Nursing caries is a form of tooth decay that is caused by children sleeping with their feeding bottles in their mouth. This is also called baby bottle or nursing bottle tooth decay.

It is caused when a child goes to bed with a bottle filled with milk or juice—anything except water. It usually affects children between the ages of one and two years. Breastfed infants who fall asleep while breastfeeding are also at risk, and it occurs mostly on the upper teeth but other teeth can also be affected.

How Does It Come About?
Baby bottle tooth decay happens when sweetened liquids or those with natural sugars (like milk, formula, and fruit juice) cling to an infant’s teeth for a long time. Bacteria in the mouth thrive on this sugar and make acids that attack the teeth.

At risk are children whose pacifiers are frequently dipped in sugar or syrup. Giving an infant a sugary drink at nap time or nighttime is particularly harmful because the flow of saliva decreases during sleep.

Although baby bottle tooth decay typically happens in the upper front teeth, other teeth may also be affected.

What Are The Signs & Symptoms of Nursing Caries?
The following are the most common signs and symptoms of nursing caries:

  • White spots on the teeth
  • Early development of cavities (brown areas on the tooth that lead to tooth destruction)

The Effect of Nursing Caries on a Baby
You think baby teeth are temporary, and therefore, not important? Think again. Baby teeth are necessary for chewing, speaking, and smiling. They also serve as placeholders for the adult teeth. If baby bottle tooth decay is left untreated, pain and infection can result.

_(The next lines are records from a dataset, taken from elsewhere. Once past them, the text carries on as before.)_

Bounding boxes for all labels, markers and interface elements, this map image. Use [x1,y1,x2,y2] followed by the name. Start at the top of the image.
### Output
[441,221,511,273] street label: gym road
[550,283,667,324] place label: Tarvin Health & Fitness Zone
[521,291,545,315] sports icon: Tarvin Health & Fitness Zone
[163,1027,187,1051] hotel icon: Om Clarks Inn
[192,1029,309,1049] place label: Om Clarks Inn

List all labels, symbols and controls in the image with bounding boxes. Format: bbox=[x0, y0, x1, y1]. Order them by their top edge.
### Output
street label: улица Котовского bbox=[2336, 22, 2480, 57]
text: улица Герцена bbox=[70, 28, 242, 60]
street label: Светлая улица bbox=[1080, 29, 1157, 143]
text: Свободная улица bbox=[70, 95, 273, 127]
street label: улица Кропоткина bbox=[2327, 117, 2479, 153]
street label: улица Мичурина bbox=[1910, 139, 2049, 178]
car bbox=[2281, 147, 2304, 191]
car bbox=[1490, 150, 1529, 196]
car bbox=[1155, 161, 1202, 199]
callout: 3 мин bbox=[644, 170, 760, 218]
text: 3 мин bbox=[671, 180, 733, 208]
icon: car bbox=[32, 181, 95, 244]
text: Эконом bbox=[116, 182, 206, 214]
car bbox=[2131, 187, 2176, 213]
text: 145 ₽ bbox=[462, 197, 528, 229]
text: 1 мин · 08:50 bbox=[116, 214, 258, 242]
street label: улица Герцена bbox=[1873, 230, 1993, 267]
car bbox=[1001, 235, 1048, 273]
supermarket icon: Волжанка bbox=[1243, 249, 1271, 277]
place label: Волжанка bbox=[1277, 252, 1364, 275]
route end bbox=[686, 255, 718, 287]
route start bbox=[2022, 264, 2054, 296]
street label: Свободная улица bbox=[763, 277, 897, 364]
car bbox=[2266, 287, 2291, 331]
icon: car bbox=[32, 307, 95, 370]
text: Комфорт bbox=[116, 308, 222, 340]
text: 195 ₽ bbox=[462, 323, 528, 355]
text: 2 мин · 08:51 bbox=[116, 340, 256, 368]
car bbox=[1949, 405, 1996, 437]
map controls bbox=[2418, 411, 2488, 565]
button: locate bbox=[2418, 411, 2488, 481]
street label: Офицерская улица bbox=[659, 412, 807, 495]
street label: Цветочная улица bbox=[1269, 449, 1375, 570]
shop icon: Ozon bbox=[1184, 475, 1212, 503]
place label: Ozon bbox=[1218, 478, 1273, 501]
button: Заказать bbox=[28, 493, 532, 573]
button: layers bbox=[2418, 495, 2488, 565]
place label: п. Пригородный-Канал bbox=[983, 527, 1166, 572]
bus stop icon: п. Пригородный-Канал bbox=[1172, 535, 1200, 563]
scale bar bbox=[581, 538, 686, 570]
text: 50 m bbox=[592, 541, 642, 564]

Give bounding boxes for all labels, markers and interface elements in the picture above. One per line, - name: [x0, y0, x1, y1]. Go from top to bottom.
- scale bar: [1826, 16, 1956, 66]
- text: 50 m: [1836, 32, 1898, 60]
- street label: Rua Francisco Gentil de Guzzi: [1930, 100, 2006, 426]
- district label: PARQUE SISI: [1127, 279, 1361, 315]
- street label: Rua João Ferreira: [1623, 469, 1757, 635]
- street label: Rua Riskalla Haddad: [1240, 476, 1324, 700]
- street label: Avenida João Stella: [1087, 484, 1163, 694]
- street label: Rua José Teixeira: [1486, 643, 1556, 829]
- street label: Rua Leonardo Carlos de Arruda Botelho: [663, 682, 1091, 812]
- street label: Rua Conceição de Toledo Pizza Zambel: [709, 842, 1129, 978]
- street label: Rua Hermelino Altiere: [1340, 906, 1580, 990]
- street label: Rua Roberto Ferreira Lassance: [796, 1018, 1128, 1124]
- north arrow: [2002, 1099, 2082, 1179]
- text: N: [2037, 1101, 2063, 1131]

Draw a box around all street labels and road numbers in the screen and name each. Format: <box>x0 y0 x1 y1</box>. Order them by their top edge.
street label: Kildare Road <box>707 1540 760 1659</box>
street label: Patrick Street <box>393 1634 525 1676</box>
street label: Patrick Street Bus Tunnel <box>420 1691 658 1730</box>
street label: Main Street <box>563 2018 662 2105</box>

Severely decayed teeth may need to be removed. If teeth are infected or lost too early due to baby bottle tooth decay, your child may develop poor eating habits, speech problems, crooked teeth, and damaged adult teeth. In addition, the chances that adult teeth will end up being crooked are greatly increased.

What Can Be Done About It?
You can begin implementing good oral hygiene at an early age. Here’s how:

  • Wipe the baby’s gums with a clean gauze pad or washcloth after each feeding.
  • Begin brushing your child’s teeth, without toothpaste, when his or her first tooth comes in. If you choose to use toothpaste, use
    a fluoride-free one.
  • Clean and massage gums in areas without teeth.
  • Floss once all the baby teeth have come in.
  • Make sure your child is getting enough fluoride, which helps lessen cavities. If your local water supply does not contain fluoride, ask your dentist or doctor if you need to use a supplement.
  • Schedule regular dental visits by your child’s first birthday.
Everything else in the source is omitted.